◆ Your instructions ◆
Your answer must be every line of the data that holds the string "road".

◆ Source data ◆
----

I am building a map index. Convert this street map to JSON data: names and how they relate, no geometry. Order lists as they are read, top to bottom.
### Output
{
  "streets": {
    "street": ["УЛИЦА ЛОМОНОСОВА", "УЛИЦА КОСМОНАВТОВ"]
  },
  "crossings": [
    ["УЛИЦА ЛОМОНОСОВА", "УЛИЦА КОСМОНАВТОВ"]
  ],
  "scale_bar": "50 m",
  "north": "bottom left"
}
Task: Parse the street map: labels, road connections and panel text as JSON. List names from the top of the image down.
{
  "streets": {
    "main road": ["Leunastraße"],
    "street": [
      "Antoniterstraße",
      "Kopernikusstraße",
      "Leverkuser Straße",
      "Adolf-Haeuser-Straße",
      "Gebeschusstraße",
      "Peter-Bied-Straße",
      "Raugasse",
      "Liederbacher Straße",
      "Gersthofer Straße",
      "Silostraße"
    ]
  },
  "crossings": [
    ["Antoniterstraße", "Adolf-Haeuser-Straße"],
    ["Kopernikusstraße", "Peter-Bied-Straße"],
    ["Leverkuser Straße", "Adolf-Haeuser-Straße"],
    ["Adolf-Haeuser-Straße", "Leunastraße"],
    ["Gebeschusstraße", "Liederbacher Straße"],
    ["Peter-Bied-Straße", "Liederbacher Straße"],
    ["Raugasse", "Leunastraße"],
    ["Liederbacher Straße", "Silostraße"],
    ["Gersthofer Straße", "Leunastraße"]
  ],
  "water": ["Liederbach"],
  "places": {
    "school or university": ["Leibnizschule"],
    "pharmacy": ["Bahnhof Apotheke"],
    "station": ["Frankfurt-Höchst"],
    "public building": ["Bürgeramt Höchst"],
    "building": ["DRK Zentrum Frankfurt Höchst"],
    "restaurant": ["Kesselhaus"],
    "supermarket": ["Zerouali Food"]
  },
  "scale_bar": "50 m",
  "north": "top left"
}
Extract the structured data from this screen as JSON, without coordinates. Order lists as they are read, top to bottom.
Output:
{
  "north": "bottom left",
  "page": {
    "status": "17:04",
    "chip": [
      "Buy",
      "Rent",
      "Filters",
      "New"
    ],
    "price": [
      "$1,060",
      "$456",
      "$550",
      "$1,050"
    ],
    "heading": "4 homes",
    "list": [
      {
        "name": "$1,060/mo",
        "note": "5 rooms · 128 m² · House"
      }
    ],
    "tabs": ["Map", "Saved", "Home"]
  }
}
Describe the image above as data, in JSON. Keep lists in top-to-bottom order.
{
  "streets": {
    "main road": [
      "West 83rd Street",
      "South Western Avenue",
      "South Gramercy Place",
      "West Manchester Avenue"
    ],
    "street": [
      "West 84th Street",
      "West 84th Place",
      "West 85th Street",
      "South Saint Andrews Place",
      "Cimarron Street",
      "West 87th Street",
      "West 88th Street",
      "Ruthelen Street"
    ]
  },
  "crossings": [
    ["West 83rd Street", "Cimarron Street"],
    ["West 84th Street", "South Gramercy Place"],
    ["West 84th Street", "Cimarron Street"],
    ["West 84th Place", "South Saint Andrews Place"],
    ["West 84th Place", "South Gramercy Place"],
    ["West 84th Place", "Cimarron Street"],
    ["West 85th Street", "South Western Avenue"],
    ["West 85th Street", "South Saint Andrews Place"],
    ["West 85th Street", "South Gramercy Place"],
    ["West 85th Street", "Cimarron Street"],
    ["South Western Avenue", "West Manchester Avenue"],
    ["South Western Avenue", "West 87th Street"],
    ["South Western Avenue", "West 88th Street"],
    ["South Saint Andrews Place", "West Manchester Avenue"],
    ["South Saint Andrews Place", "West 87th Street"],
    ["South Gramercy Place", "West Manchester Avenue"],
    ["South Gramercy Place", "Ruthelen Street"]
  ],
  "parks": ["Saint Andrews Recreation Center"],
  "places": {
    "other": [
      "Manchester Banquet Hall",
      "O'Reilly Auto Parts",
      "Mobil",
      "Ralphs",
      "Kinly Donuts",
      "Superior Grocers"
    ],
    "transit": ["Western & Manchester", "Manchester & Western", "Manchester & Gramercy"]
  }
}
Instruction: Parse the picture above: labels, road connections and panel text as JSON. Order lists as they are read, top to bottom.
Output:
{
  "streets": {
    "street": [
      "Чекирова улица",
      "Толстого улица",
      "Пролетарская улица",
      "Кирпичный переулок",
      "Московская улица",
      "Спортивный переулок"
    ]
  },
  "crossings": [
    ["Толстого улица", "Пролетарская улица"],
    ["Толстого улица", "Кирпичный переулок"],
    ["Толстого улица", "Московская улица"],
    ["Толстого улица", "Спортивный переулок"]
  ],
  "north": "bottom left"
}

----

◆ Response area ◆
Task: Parse the street map: labels, road connections and panel text as JSON. List names from the top of the image down.
    "main road": ["Leunastraße"],
    "main road": [
Instruction: Parse the picture above: labels, road connections and panel text as JSON. Order lists as they are read, top to bottom.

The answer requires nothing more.